Commanders and leaders
- Ivor Hodgkinson; Robert Guest †;: Unknown

Strength
- 40: 30

Casualties and losses
- 2 wounded: 13 killed 5 wounded

= Battle of Babang =

The Battle of Babang (12 July 1965) was the fourth and last in a series of successful ambushes conducted between in May and July 1965 by Australian troops from 3rd Battalion, Royal Australian Regiment (3 RAR), this time at Babang in Kalimantan (Indonesian Borneo), during the Indonesia-Malaysia Confrontation. The ambushes were conducted under the wider British-Commonwealth Operation Claret, being cross-border operations mounted from bases in Sarawak up to 10000 yd into Indonesian territory with aim of disrupting the movement and resupply of Indonesian forces and to keep them off balance.

On 12 July 1965 7 Platoon C Company under Lieutenant Robert Guest—again accompanied by the Company Commander, Major Ivor Hodgkinson, the battalion Intelligence Officer and a fire control party—was occupying an ambush position along a well-used track in the vicinity of the Indonesian base at Babang, on the border.
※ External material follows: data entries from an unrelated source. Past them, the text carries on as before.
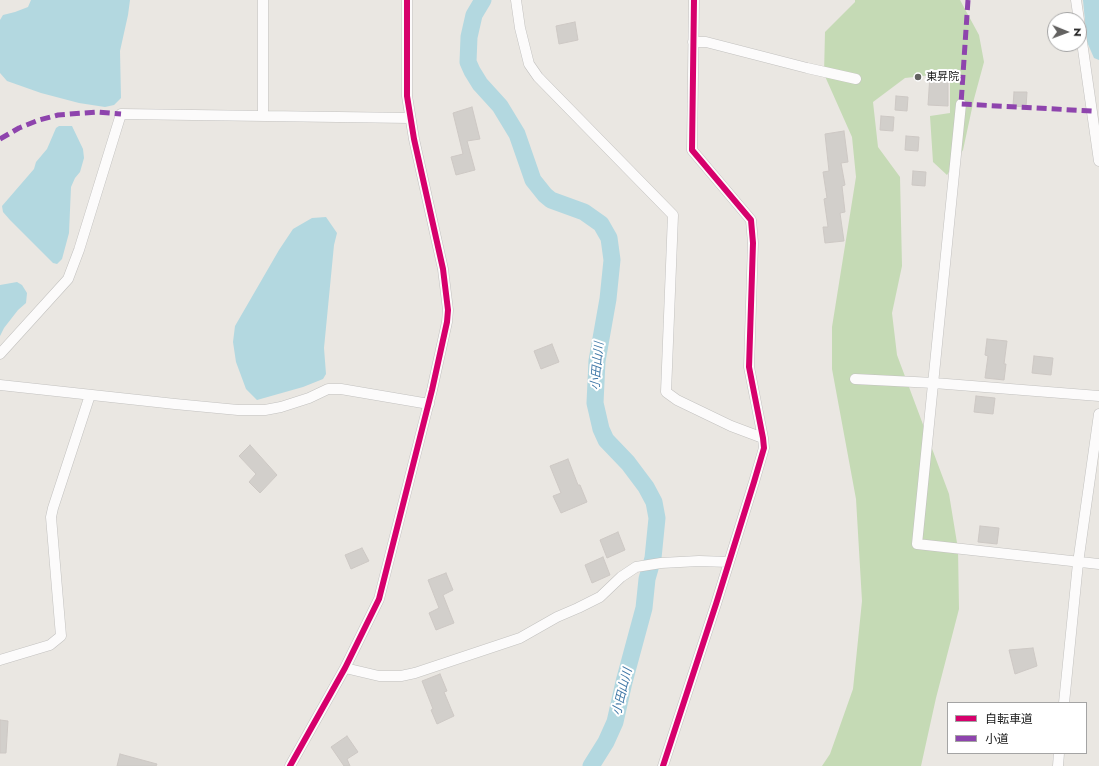 <!DOCTYPE html>
<html>
<head>
<meta charset="utf-8">
<style>
  body { margin:0 }
  #map { position:relative; width:1099px; height:766px; overflow:hidden; background:#eae7e2; font-family:Jost,"Noto Sans JP",sans-serif }
  canvas { display:block }
  .legend { position:absolute; left:947px; top:702px; width:140px; height:52px; box-sizing:border-box; background:#fff; border:1px solid #a4a4a4; margin:0; padding:5px 7px; list-style:none; font-size:12px; color:#1b1b1b }
  .legend li { display:flex; align-items:center; gap:8px; height:20px }
  .legend b { width:20px; border:1px solid #a4a4a4 }
  .north { position:absolute; left:1047px; top:12px; width:40px; height:40px; box-sizing:border-box; background:#fff; border:1px solid #a4a4a4; border-radius:50%; rotate:91deg; font-size:11px; font-weight:700; line-height:16px; text-align:center; color:#1b1b1b }
  .north::after { content:''; display:block; margin:auto; width:14px; height:18px; background:#636261; clip-path:polygon(50% 0,100% 100%,50% 72%,0 100%) }
</style>
</head>
<body>
<div id="map">
<canvas width="1099" height="766"></canvas>
<ul class="legend">
<li><b style="height:5px;background:#d6006c"></b>自転車道</li>
<li><b style="height:5px;background:#8e44ad"></b>小道</li>
</ul>
<div class="north">N</div>
</div>
<script>
const context = document.querySelector('canvas').getContext('2d');
context.lineJoin = 'round';
function paint(path, color) { context.fillStyle = color; context.fill(path, 'evenodd'); }
const shape = rows => new Path2D(rows.map(r => 'M' + r).join(''));
function stroke(path, color, width, dash) { context.strokeStyle = color; context.lineWidth = width; context.lineCap = dash ? 'butt' : 'round'; context.setLineDash(dash || []); context.stroke(path); }
function label(font, color, halo, rows, align = 'center') {
  context.font = font + ' Jost,"Noto Sans JP",sans-serif'; context.lineWidth = 4; context.setLineDash([]); context.textBaseline = 'middle'; context.strokeStyle = halo; context.fillStyle = color; for (const [text, x, y, turn = 0] of rows) {
    context.save(); context.translate(x, y); context.rotate((+turn || 0) * Math.PI / 180); context.textAlign = isNaN(turn) ? turn : align; if (halo) context.strokeText(text, 0, 0); context.fillText(text, 0, 0); context.restore();
  }
}
paint(shape([
  [855,0,960,0,979,35,984,62,974,99,963,150,947,175,933,162,930,116,950,113,950,73,905,78,873,102,878,147,900,177,902,266,892,313,897,355,949,494,958,549,959,609,936,698,921,766,822,766,830,754,853,689,862,601,856,499,832,369,832,327,856,177,852,137,824,74,825,32,855,2]
]), '#c5dab5');
paint(shape([
  [31,0,130,0,128,15,120,51,121,98,114,105,105,107,79,103,41,93,7,81,0,73,0,20,3,15,15,12,28,7],
  [1083,0,1099,0,1099,60,1094,58,1087,42],
  [59,126,72,126,83,149,84,158,80,172,75,178,71,187,69,233,62,259,57,264,53,263,10,220,3,212,2,206,34,169,36,162,47,149,56,128],
  [326,217,337,233,334,245,324,348,326,374,323,379,303,387,257,400,246,389,236,362,233,342,235,326,279,250,293,229,312,218],
  [17,282,22,285,27,293,26,303,18,310,4,328,0,336,0,285]
]), '#b3d8e0');
stroke(shape([
  [483,0,474,15,469,37,468,62,472,71,480,84,500,106,517,134,533,180,545,195,551,200,584,212,601,224,609,238,612,260,608,299,597,361,595,403,601,429,606,440,628,463,646,487,654,502,657,518,653,558,647,579,644,608,624,682,615,722,606,742,591,766]
]), '#b3d8e0', 17);
const building = shape([
  [575,22,578,40,559,44,556,26,575,22],
  [930,75,948,75,948,106,928,105,930,75],
  [1014,92,1027,92,1026,107,1013,106,1014,92],
  [896,96,908,97,907,111,895,110,896,96],
  [472,107,480,139,467,141,475,170,456,175,451,157,463,154,453,113,472,107],
  [881,116,894,117,893,131,880,130,881,116],
  [844,131,848,162,841,163,845,185,842,186,845,212,840,213,844,241,825,243,823,227,828,227,824,199,827,198,823,172,829,171,825,134,844,131],
  [906,136,919,137,918,151,905,150,906,136],
  [913,171,926,172,925,186,912,185,913,171],
  [987,339,1007,341,1004,364,1006,364,1004,380,985,378,988,356,985,355,987,339],
  [552,344,559,362,541,369,534,351,552,344],
  [1034,356,1053,358,1051,375,1032,373,1034,356],
  [976,396,995,398,993,414,974,412,976,396],
  [250,445,277,475,260,493,249,482,256,474,239,456,250,445],
  [568,459,578,485,580,485,587,502,561,513,553,496,561,493,550,466,568,459],
  [980,526,999,528,997,544,978,542,980,526],
  [618,532,625,550,607,558,600,540,618,532],
  [362,548,369,561,351,569,345,555,362,548],
  [603,557,610,575,592,583,585,565,603,557],
  [446,573,453,590,443,595,454,623,436,630,429,613,439,608,428,580,446,573],
  [1033,648,1037,666,1015,674,1009,650,1033,648],
  [440,674,447,691,444,692,454,716,437,724,431,710,433,709,422,681,440,674],
  [0,720,8,721,6,753,0,753,0,720],
  [347,736,358,752,347,759,350,766,344,766,331,747,347,736],
  [120,754,157,764,156,766,117,766,120,754]
]);
paint(building, '#d2cfcb');
stroke(building, '#cdc8c4', 1);
const street = shape([
  [516,0,520,28,529,64,538,77,673,215,666,392,677,400,731,426,763,438],
  [1076,0,1079,20],
  [1079,21,1099,161],
  [693,42,706,42,807,68,856,79],
  [961,104,917,544,1099,564],
  [263,115,263,0],
  [0,354,68,279,79,250,121,114,410,118],
  [855,379,934,383,1099,396],
  [0,385,175,404,238,410,265,410,281,407,309,398,328,389,341,389,429,404],
  [0,660,50,645,61,636,51,517,53,508,90,395],
  [345,668,379,676,401,676,415,673,520,638,557,617,578,608,600,597,621,577,636,567,661,563,699,561,729,562],
  [1064,703,1078,563,1099,414],
  [290,766,345,668,379,599,432,390,447,322,448,310,443,269,414,139,407,96,407,0],
  [663,766,716,604,754,482,764,448,763,438,749,367,753,243,751,220,692,150,694,0],
  [1058,766,1059,753]
]);
stroke(street, '#c2c1bf', 11);
stroke(street, '#fcfbfb', 10);
stroke(shape([
  [968,0,961,104,1092,111],
  [0,139,19,128,39,120,58,115,97,112,121,114]
]), '#8e44ad', 5, [10, 5]);
stroke(shape([
  [290,766,345,668,379,599,432,390,447,322,448,310,443,269,414,139,407,96,407,0],
  [663,766,716,604,754,482,764,448,763,438,749,367,753,243,751,220,692,150,694,0]
]), '#d6006c', 6);
for (const [x, y, r, color] of [
  [918,77,4,"#636261"]
]) { const dot = new Path2D(); dot.arc(x, y, r, 0, 2 * Math.PI); context.fillStyle = color; context.fill(dot); stroke(dot, '#fff', 1.5); }
label('11px', '#1b1b1b', '#fff', [
  ["東昇院",926,77]
], 'left');
label('italic 12px', '#4078a7', '#fff', [
  ["小田山川",598,366,-85],
  ["小田山川",623,692,-76]
]);
</script>
</body>
</html>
At about midday a force of about 30 Indonesians approached along the track and was subsequently ambushed. The Indonesian platoon counter-attacked and the Australians withdrew under the cover of defensive artillery fire. At least 13 Indonesians were killed and five wounded, while the Australians suffered no losses.
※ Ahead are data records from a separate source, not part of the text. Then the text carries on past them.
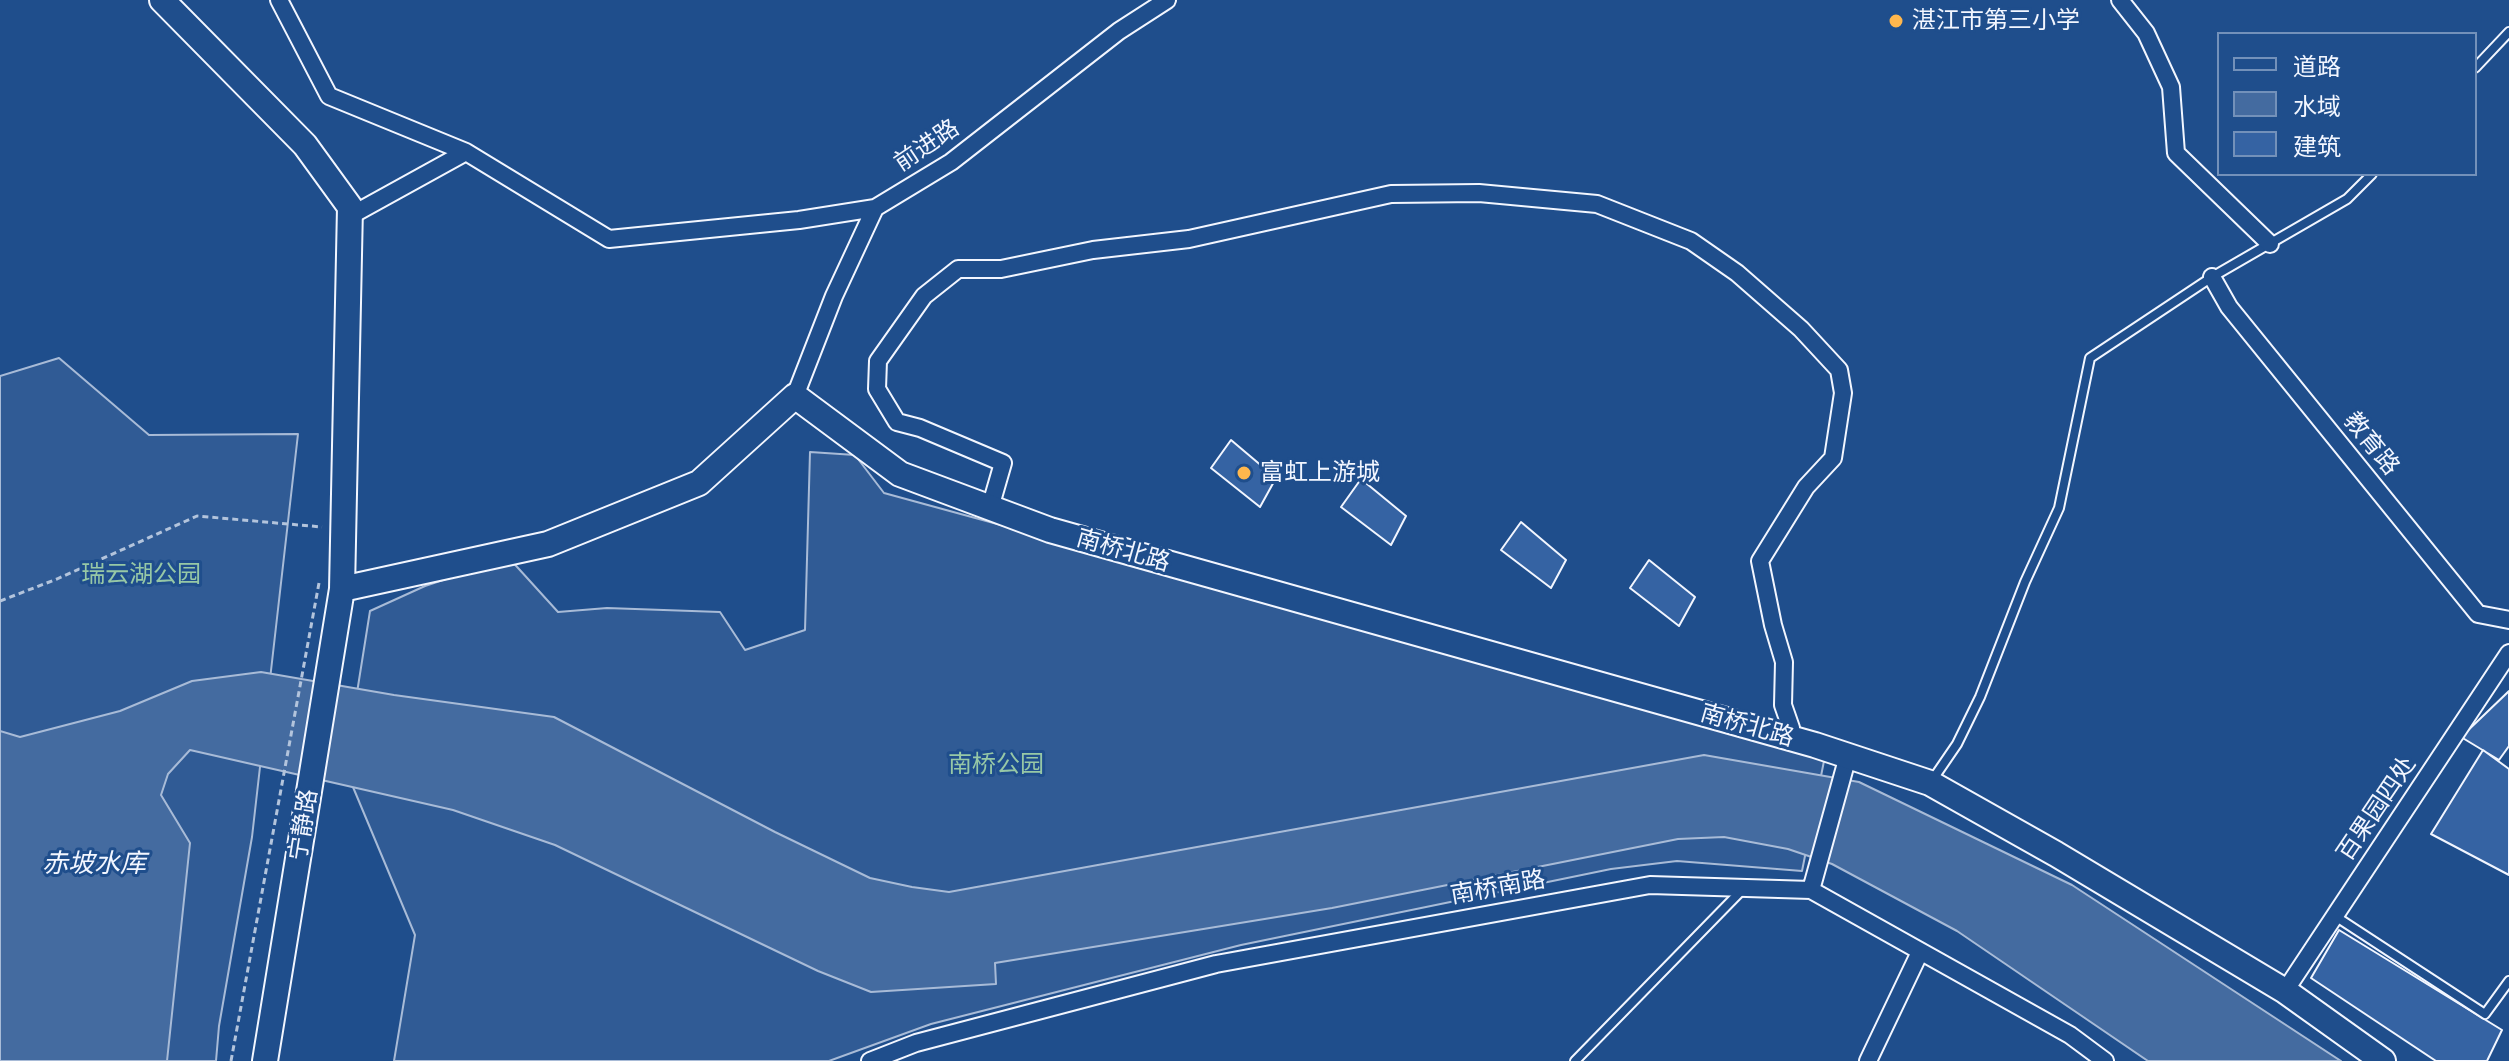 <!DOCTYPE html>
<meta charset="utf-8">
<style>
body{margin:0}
#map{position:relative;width:2509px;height:1061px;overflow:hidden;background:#1f4e8c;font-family:"PT Sans Narrow","Noto Sans SC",sans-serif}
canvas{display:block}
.legend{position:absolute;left:2217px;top:32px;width:260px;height:144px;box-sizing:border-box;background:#1f4e8c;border:2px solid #7391ba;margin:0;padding:10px 14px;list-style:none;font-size:24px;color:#f2f6ff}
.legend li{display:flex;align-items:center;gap:16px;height:40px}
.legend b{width:40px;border:2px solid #7391ba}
</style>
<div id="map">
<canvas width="2509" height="1061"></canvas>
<ul class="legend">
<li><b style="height:10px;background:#1f4e8c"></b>道路</li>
<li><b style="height:22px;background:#446ba0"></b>水域</li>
<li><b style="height:22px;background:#3563a3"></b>建筑</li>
</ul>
</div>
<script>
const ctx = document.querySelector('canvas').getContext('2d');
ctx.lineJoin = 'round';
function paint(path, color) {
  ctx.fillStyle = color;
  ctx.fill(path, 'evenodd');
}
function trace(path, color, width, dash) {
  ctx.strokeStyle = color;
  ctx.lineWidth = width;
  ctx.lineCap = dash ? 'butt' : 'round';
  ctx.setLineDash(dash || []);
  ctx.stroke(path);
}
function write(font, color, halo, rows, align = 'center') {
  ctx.font = font + ' "PT Sans Narrow","Noto Sans SC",sans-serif';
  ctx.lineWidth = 6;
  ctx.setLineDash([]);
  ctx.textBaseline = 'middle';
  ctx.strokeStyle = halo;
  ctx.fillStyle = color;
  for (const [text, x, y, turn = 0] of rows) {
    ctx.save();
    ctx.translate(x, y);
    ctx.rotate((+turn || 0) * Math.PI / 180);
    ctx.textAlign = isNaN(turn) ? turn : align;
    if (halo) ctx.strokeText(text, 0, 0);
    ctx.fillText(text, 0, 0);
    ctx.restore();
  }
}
const built = new Path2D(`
 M59,358L149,435L298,434L252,837L219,1026L216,1061H0V376Z
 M810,452L855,455L884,493L1826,751L1802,871L1677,861L1611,869L1241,945L931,1024L829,1061H394L415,935L345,768L370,611L425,586L509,558L558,612L607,608L720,612L745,650L805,630Z`);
const water = new Path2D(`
 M261,672L394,695L554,717L775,832L870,878L912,887L949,892L1704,755L1859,782L2072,885L2341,1061H2148L1957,931L1832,864L1788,849L1724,837L1678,839L1332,908L995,963L996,984L871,992L818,971L555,845L453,810L190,750L168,774L161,795L190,843L167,1061H0V731L20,737L120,711L192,681Z`);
const building = new Path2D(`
 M1231,440L1276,478L1260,507L1211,468Z
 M1361,479L1406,516L1391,545L1341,507Z
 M1521,522L1566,560L1551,588L1501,550Z
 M1649,560L1695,597L1679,626L1630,588Z
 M2509,691V746L2499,760L2461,737Z
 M2483,750L2509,769V875L2431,834Z
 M2339,930L2502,1030L2487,1061H2436L2311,978Z`);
const path = new Path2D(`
 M0,601L57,579L197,516L322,527
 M231,1061L319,583`);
const lane = new Path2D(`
 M2475,68L2509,32
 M1931,782L1957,744L1980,697L2025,582L2059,508L2090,358L2212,277L2347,199L2372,174
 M2335,916L2485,1014L2509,981
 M1575,1061L1742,890`);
const street = new Path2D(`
 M279,0L329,96L466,152L350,216
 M2120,0L2146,33L2171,87L2176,153L2270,244
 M466,152L609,239L799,220L875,208
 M2212,277L2229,307L2478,614L2509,620
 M795,396L834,296L875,208L951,162L1119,31L1167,0
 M990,508L1003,463L920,428L897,422L877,389L878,361L924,296L958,269H1001L1093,250L1189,239L1391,194L1479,193L1597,204L1691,241L1737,273L1801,329L1839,370L1843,393L1833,458L1806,487L1760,561L1773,625L1784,662L1783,705L1791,728
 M1811,890L1848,756
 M2285,991L2509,653
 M870,1061L916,1043L1216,964L1650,885L1811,890L2070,1035L2105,1061
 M1868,1061L1920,952`);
const secondary = new Path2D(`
 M162,0L305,145L350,207L342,589L548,544L699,483L795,396L900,474L1050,530L1815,745L1930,783L2056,854L2285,991L2383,1061
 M265,1061L342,589`);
const markers = [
 [1896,21,8,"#ffb74d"],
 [1244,473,8,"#ffb74d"]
];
const poiNames = [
 ["湛江市第三小学",1912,21],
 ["富虹上游城",1260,473]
];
const streetNames = [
 ["前进路",927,146,-34],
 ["教育路",2371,444,51],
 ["南桥北路",1123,551,16],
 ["南桥北路",1747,726,16],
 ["百果园四处",2377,809,-56],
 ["宁静路",304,825,-81],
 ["南桥南路",1498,888,-10]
];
const parkNames = [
 ["瑞云湖公园",141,575],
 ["南桥公园",996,765]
];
const waterNames = [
 ["赤坡水库",94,865]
];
paint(built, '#305b95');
trace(built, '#a8bbd7', 2);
paint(water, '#446ba0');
trace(water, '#a8bbd7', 2);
paint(building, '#3563a3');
trace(building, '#f2f6ff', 2);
trace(lane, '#f2f6ff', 12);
trace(street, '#f2f6ff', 20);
trace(secondary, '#f2f6ff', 28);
trace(path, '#b3c4dc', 3, [6, 4]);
trace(lane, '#1f4e8c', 8);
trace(street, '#1f4e8c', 16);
trace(secondary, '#1f4e8c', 24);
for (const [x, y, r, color] of markers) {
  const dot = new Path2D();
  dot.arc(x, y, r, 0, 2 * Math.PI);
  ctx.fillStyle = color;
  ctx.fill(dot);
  trace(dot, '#1f4e8c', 3);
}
write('24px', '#f2f6ff', '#1f4e8c', poiNames, 'left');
write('24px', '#f2f6ff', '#1f4e8c', streetNames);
write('24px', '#97c8a6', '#1f4e8c', parkNames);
write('italic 26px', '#f2f6ff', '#1f4e8c', waterNames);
</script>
Like the other successful Claret missions conducted by 3 RAR earlier at Sungei Koemba and Kindau, the ambush at Babang inflicted significant casualties on Indonesian forces and allowed it to dominate the border area. This provided early warning of Indonesian incursions into Sarawak as well as contributing to the wider success of the British-Commonwealth forces in slowly asserting control on the war. Of note, generally units on their first tour in Borneo were not allowed to undertake such audacious operations, and as such those conducted by 3 RAR in their first and only tour may not have been representative of those by more experienced Gurkha and British battalions.